Oleh : Gumilar Prastio

             Sekitar satu tahun yang lalu, secarik kertas ajaib telah merubah hidupku. Di setiap guratan pensil berbentuk angka-angka itu memiliki makna dan nilai magis yang hanya aku yang bisa mengartikannya. Dan sebuah tangan halus nan mulia telah dengan sengaja memberikannya padaku. Hingga malam ini, aku masih rela menyisihkan waktu tidurku unutk mengenang kembali masa indah itu lewat secarik kertas ajaib milik bidadari surga.
            Nadin lah yang sudah bersedia dengan setulus menyalin soal matematika kedalam secarik kertas ini, agar ku tak kena hukuman membersihkan toilet akibat tidak mengerjakan tugas matematika pertamaku yang diberikan dua tahun lalu oleh guru paling killer se SMAku. Sungguh perbuatan yang sangat mulia.
            Setelah beberapa bulan berlalu akhirnya kami mulai menjalin hubungan persahabatan. Padahal aku berharap untuk menjadi lebih dari seorang sahabat. Tak peduli betapapun seringnya ia meremukkan hatiku, tetap, senyum merona merahnyalah nomer satu di relung jiwaku.
 Kau tahu, aku mencintainya bagai pungguk merindukan bulan. Belumlah sempat ku nyatakan cintaku padanya, seorang kakak kelas berwajah tampan dan berkantong tebal mendekatinya dan menjadikannya pacar, padahal akulah yang lebih dulu mengenal Nadin. Aku yang secara ilmiah jelas-jelas tak memiliki nilai jual yang sebanding dengan kakak kelas sialan itu, akhirnya hanya bisa gigit jari sambil memegang buku karangan Dale Carnagie, “Cara Menghilangkan Kesedihan dan Memulai Hidup Baru”.
            Dulu kami begitu dekat, kami pun mempunyai mimpi yang sama, keliling dunia. Tahukah kau dari mana mimpi itu di dapat ?. Tak lain dan tak bukan itu karena kami kena penyakit gila no. 6 : keranjingan baca tetralogi Laskar Pelangi karangan Andrea Hirata. Empat buah buku yang selalu kami bawa ke sekolah untuk dibaca berulang-ulang.

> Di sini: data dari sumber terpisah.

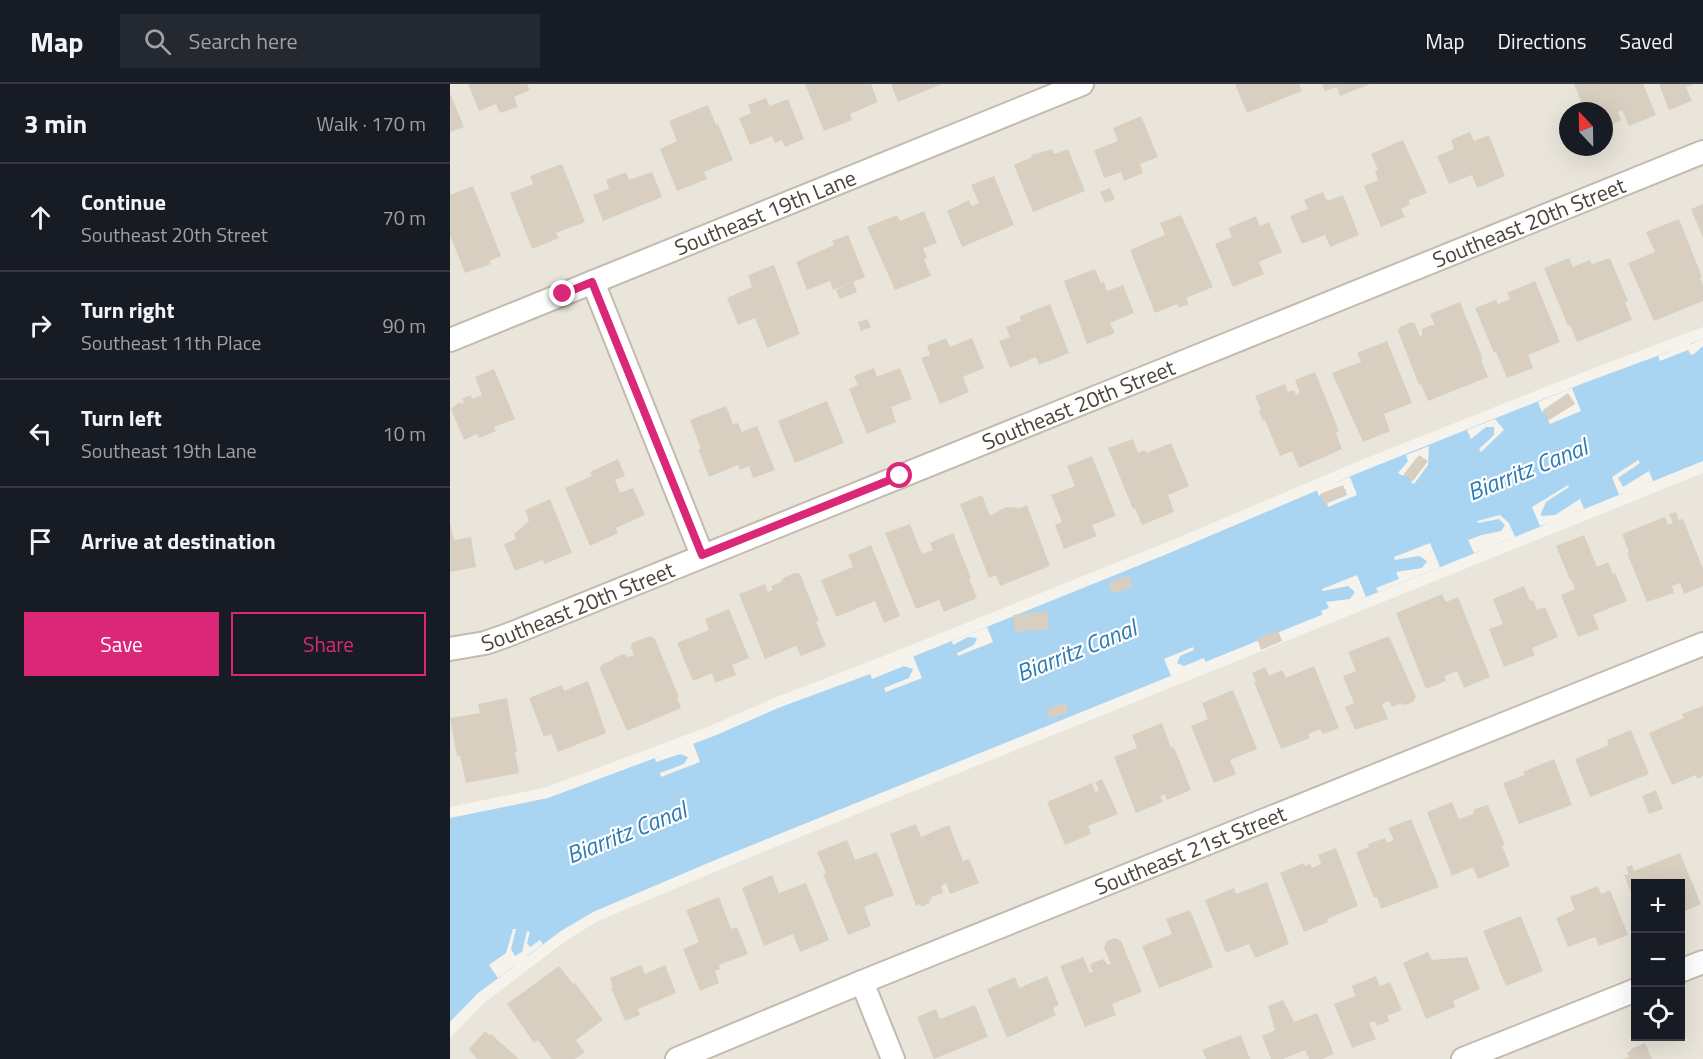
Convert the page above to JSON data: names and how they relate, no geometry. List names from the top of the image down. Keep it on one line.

            “El..” sayup terdengar melodi nan indah mengumandangkan nama depanku.
            “Ya Nadin..”  Jawabku pelan.
            “Apakah kau percaya bahwa kita benar-benar akan keliling dunia ?” kembali ia nyanyikan nyanyian surgawi lewat sebuah pertanyaan.
            “I always trust you my black butterfly.” Jawabku sama sekali tak nyambung. Ku panggil dia kupu-kupu hitam karena ia sangat suka dengan kupu-kupu, khususnya yang berwarna hitam.
            “Aku tak memintamu percaya padaku Putra Badai.” Katanya seraya meledekku dan tertawa keheranan.
            “Maaf.. maaf..” jawabku cengengesan. Aku baru sadar kalau sedari tadi ku sedang melamun.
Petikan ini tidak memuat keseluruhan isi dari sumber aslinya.